Cidades

Desvio de linhas de ônibus para a BR-101 deixará milhares sem transporte

Proposta apresentada pelo Departamento de Estradas de Rodagem do Rio de Janeiro (DER-RJ) para solucionar o problema dos engarrafamentos e do atraso das linhas de ônibus provocados pelas obras que estão sendo realizadas na RJ-104 (Rodovia Amaral Peixoto), pode deixar milhares de pessoas sem transporte coletivo.

O órgão propõe que o tráfego da região seja direcionado para a BR-101 (Niterói-Manilha). No entanto, somente nos bairros de São Gonçalo onde está sendo realizado o recapeamento da via: Maria Paula, Novo México, Tribobó e Colubandê, uma população de 69,5 mil pessoas ficará sem acesso ao sistema de ônibus, caso a medida seja implementada. Se acrescentarmos os moradores dos bairros do Coelho e de Alcântara, vizinhos à obra e que também sofrem seus reflexos, esse número salta para 104,7 mil.

Atualmente, circulam por essas localidades mais de 28 linhas que transportam, diariamente, cerca de 63 mil passageiros.
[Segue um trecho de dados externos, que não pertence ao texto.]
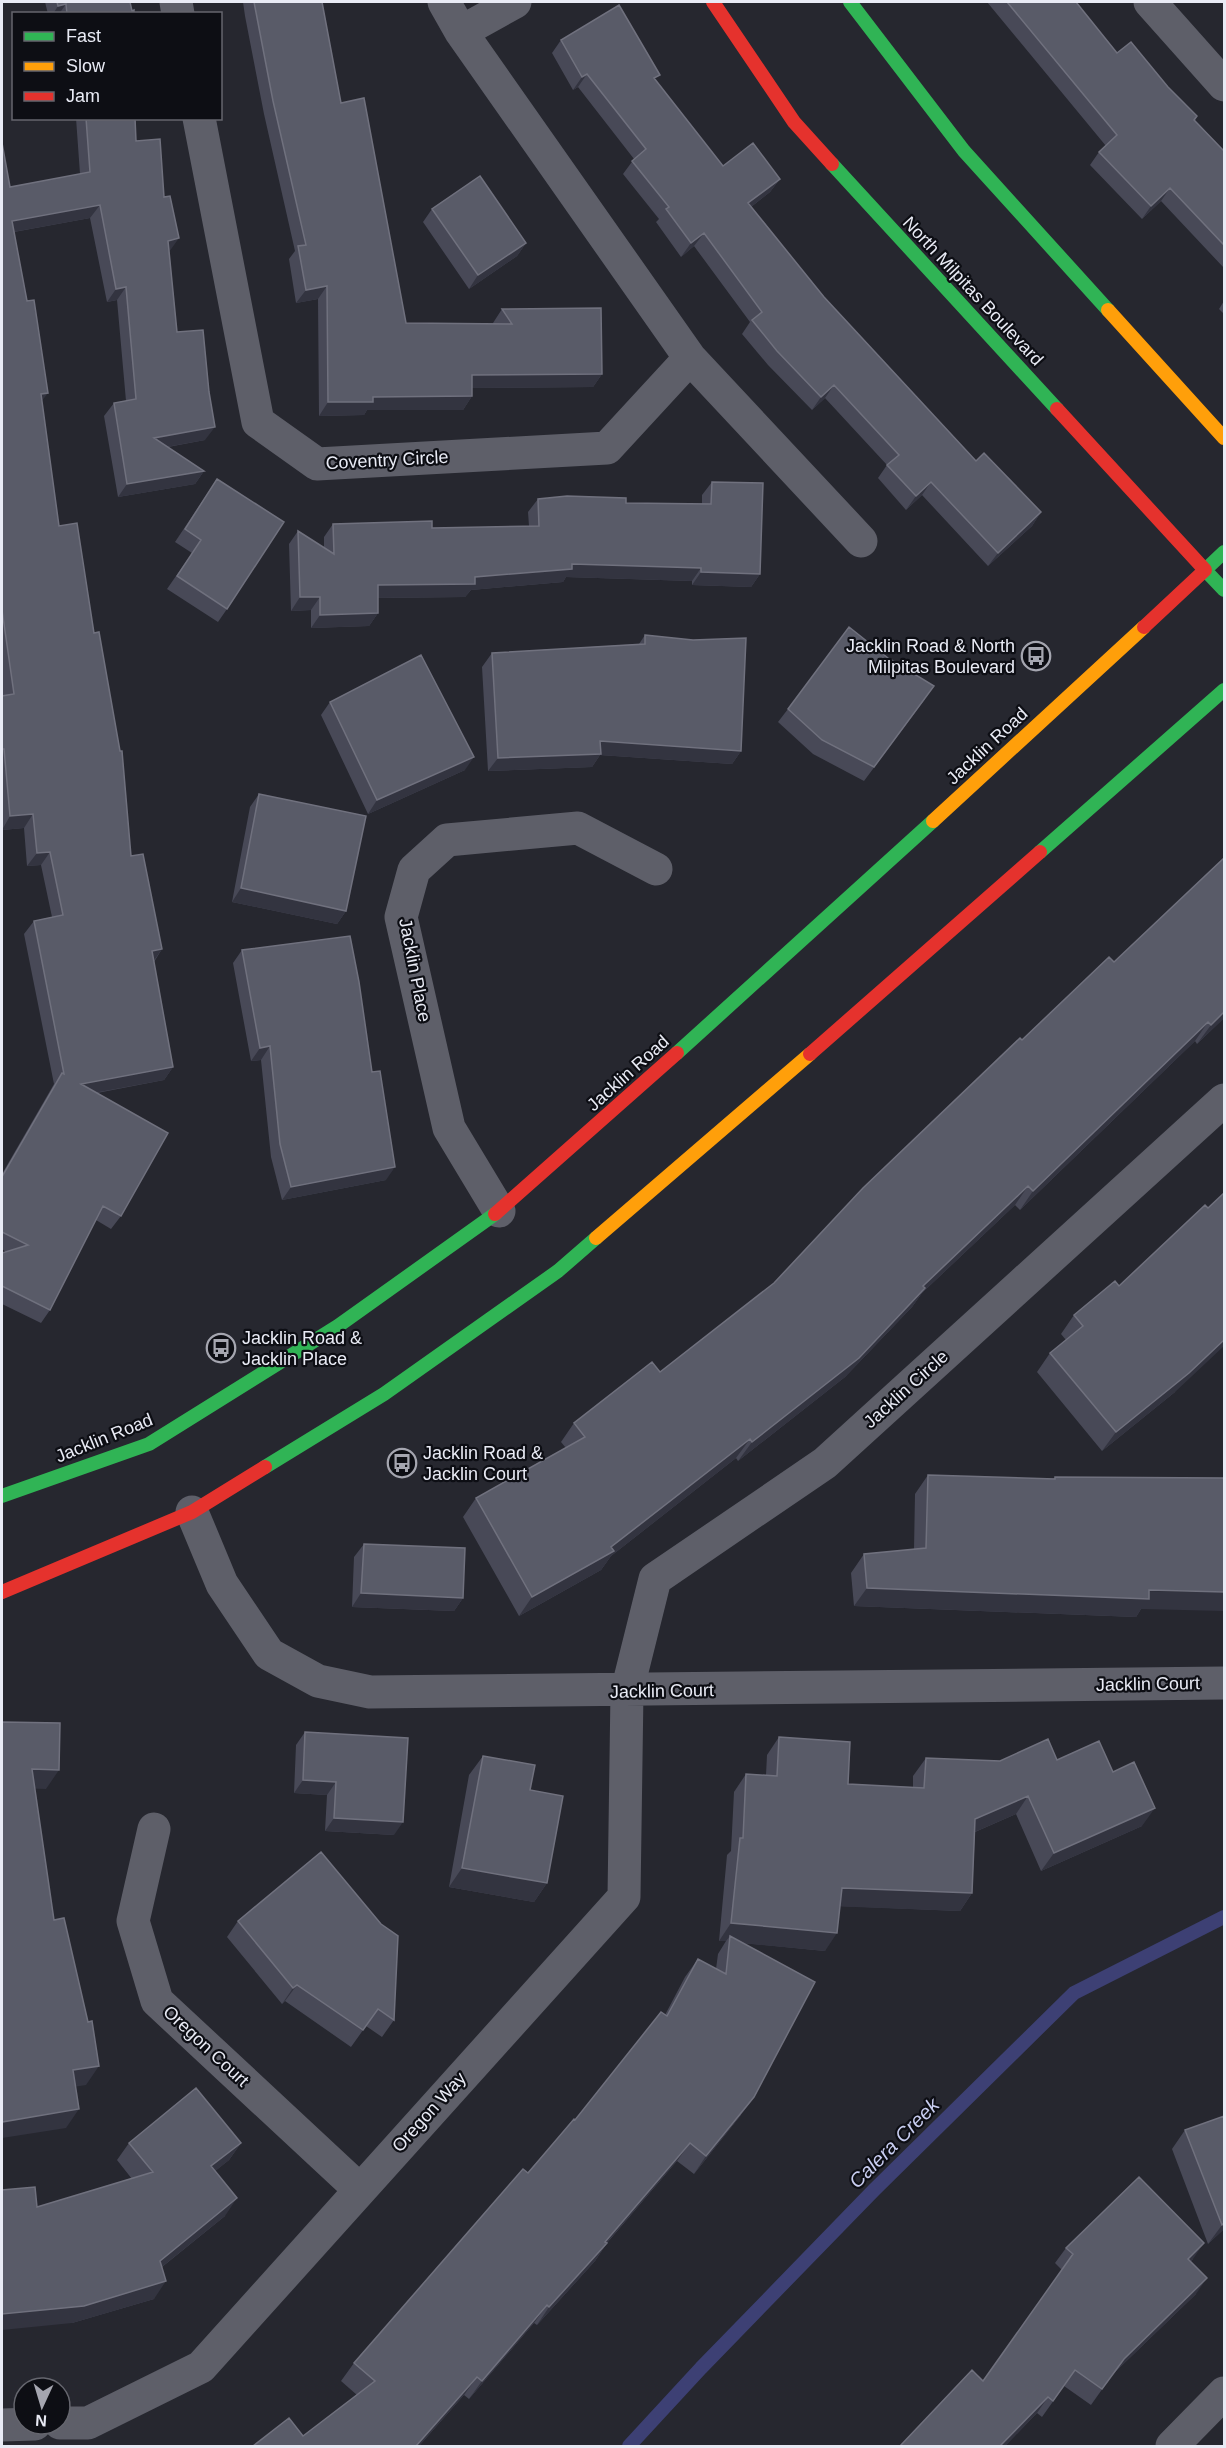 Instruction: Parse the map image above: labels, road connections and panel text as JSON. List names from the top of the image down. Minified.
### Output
{"streets":{"main road":["North Milpitas Boulevard","Jacklin Road"],"street":["Coventry Circle","Jacklin Place","Jacklin Circle","Jacklin Court","Oregon Court","Oregon Way"]},"crossings":[["North Milpitas Boulevard","Jacklin Road"],["Jacklin Road","Jacklin Place"],["Jacklin Circle","Jacklin Court"],["Jacklin Circle","Oregon Way"],["Jacklin Court","Oregon Way"],["Oregon Court","Oregon Way"]],"water":["Calera Creek"],"places":{"bus stop":["Jacklin Road & North Milpitas Boulevard","Jacklin Road & Jacklin Place","Jacklin Road & Jacklin Court"]},"legend":["Fast","Slow","Jam"],"north":"bottom"}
São trabalhadores de diversos setores econômicos, da Segurança Pública, estudantes, funcionários e pacientes de clínicas e hospitais, entre outros, que dependem do sistema de ônibus.
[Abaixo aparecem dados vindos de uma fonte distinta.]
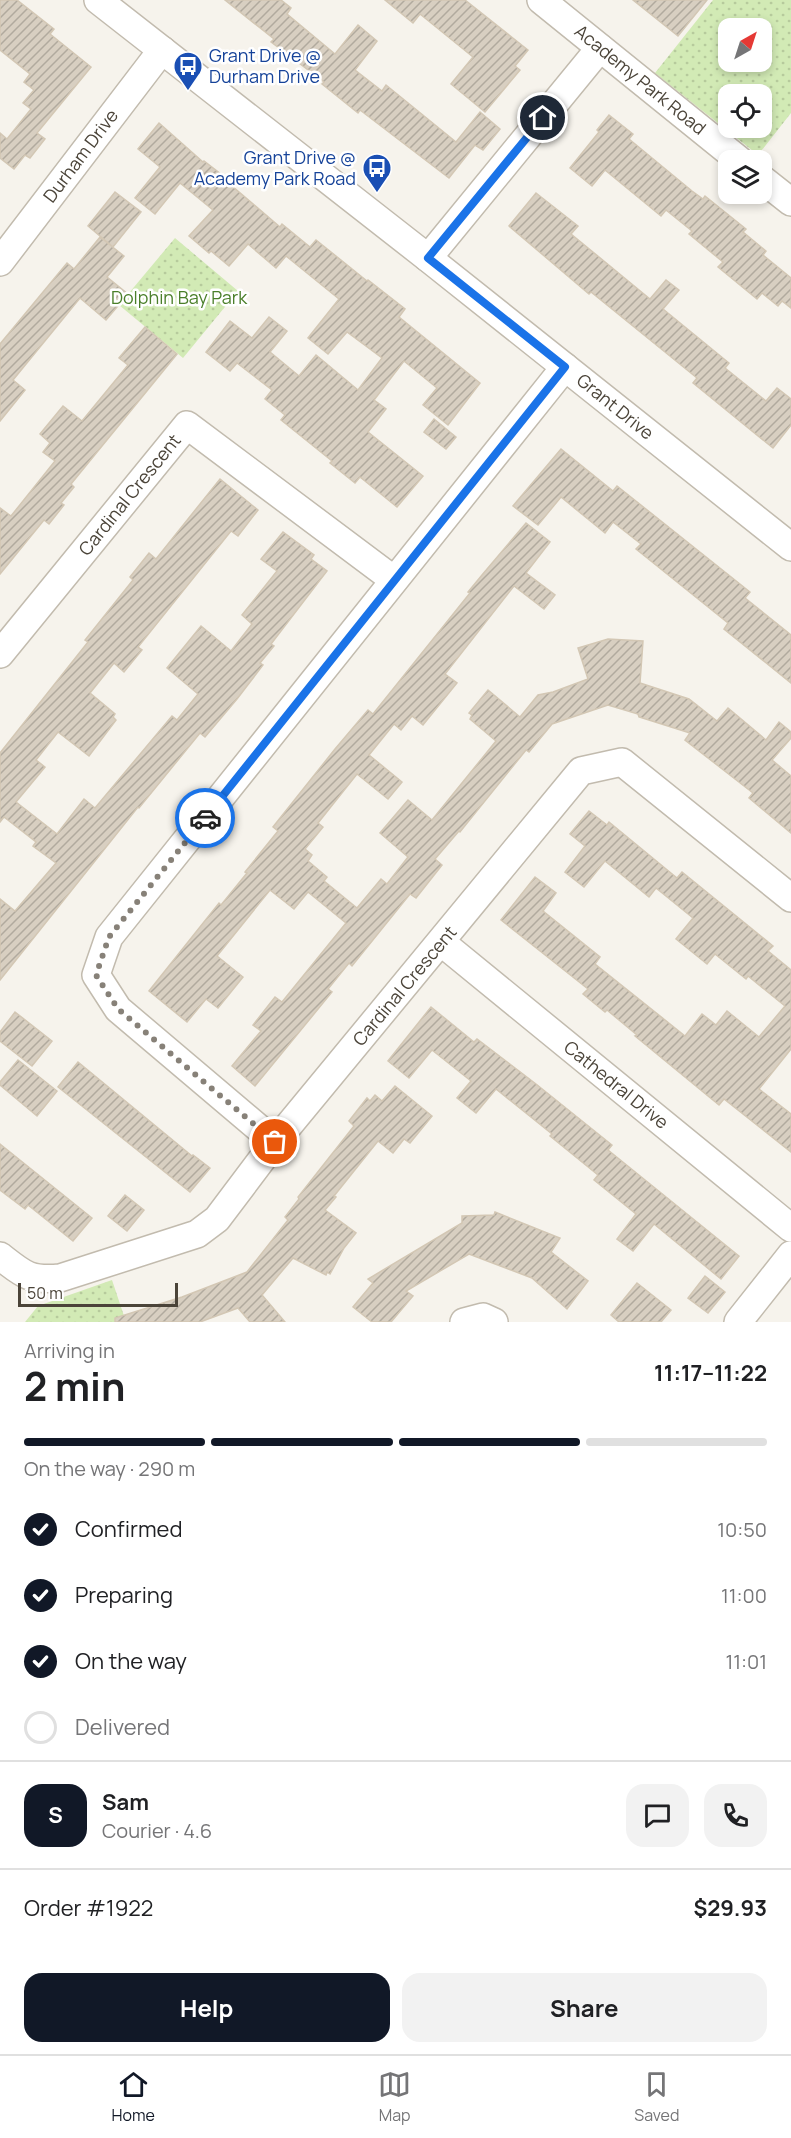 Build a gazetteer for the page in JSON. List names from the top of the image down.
{
  "streets": {
    "street": [
      "Academy Park Road",
      "Durham Drive",
      "Grant Drive",
      "Cardinal Crescent",
      "Cathedral Drive"
    ]
  },
  "crossings": [
    ["Durham Drive", "Grant Drive"],
    ["Cardinal Crescent", "Cathedral Drive"]
  ],
  "parks": ["Dolphin Bay Park"],
  "places": {
    "bus stop": ["Grant Drive @ Durham Drive", "Grant Drive @ Academy Park Road"]
  },
  "scale_bar": "50 m",
  "north": "top right",
  "page": {
    "scale": "50 m",
    "heading": ["2 min", "Arriving in", "11:17–11:22"],
    "panel": [
      "Sam",
      "Courier · 4.6",
      "Order #1922",
      "$29.93"
    ],
    "bar": "On the way · 290 m",
    "list": [
      ["Confirmed", "10:50"],
      ["Preparing", "11:00"],
      ["On the way", "11:01"],
      "Delivered"
    ],
    "round": "S",
    "buttons": ["Help", "Share"],
    "tabs": ["Home", "Map", "Saved"]
  }
} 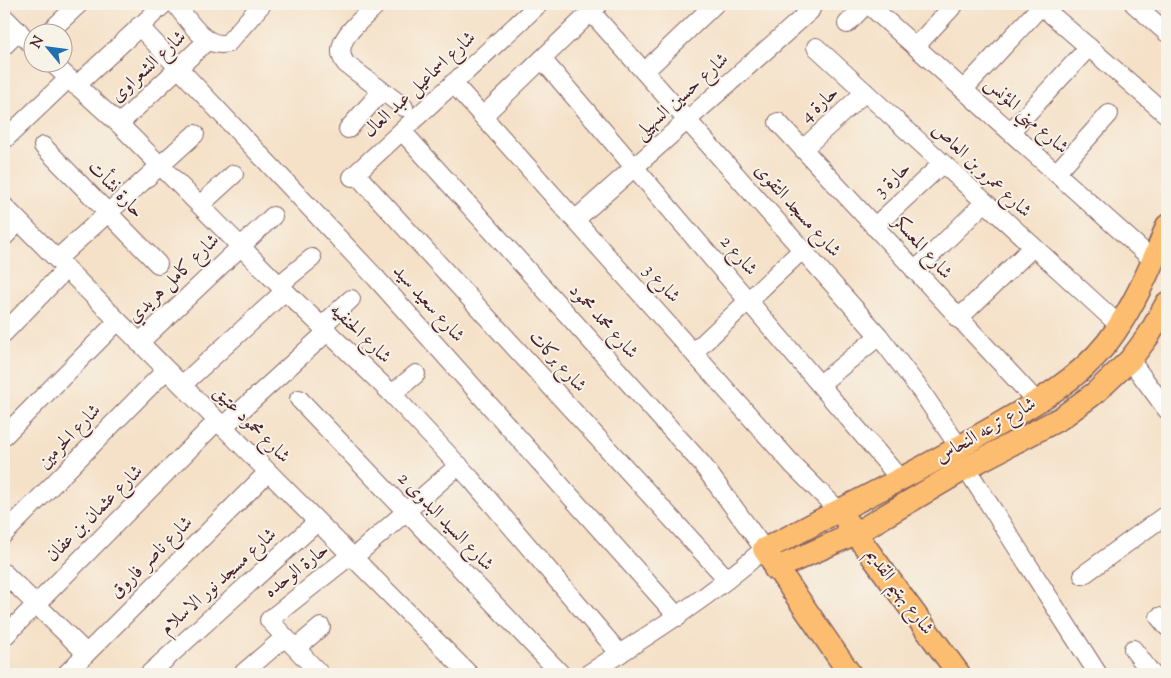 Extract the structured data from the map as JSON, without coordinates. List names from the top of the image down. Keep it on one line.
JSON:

A ideia do redirecionamento das linhas foi apresentada pelo DER-RJ em nota enviada à imprensa, pois o órgão ainda não respondeu oficialmente ao ofício encaminhado pelo Sindicato das Empresas de Transportes Rodoviários do Estado do Rio de Janeiro (Setrerj), que pede a transferência do horário da realização das obras para o período noturno.

“É no mínimo lamentável que o órgão estadual que cuida da nossa malha rodoviária não tenha conseguido perceber que a alternativa por ele proposta iria deixar os moradores de todas as localidades no entorno da rodovia RJ-104, ao longo de todo esse trecho em obras, sem transporte coletivo. Desviar a rota para a BR-101 só atende ao transporte individual. As próprias comunidades ribeirinhas da rodovia, através de associações de moradores, já começaram a nos procurar para dizer que eles dependem do transporte coletivo, pois não possuem carro particular e precisam dos ônibus para chegar ao trabalho”, alerta o presidente executivo do Setrerj, Márcio Barbosa.

Ofício

Estudo realizado pelo Setrerj revela que a origem dos engarrafamentos está nas obras de recapeamento da RJ-104, no trecho do Viaduto do Colubandê até a entrada do bairro de Maria Paula. Técnicos do Setrerj que estiveram no local, registraram a extensão dos congestionamentos e os danos provocados pelo trânsito paralisado em vários horários do dia.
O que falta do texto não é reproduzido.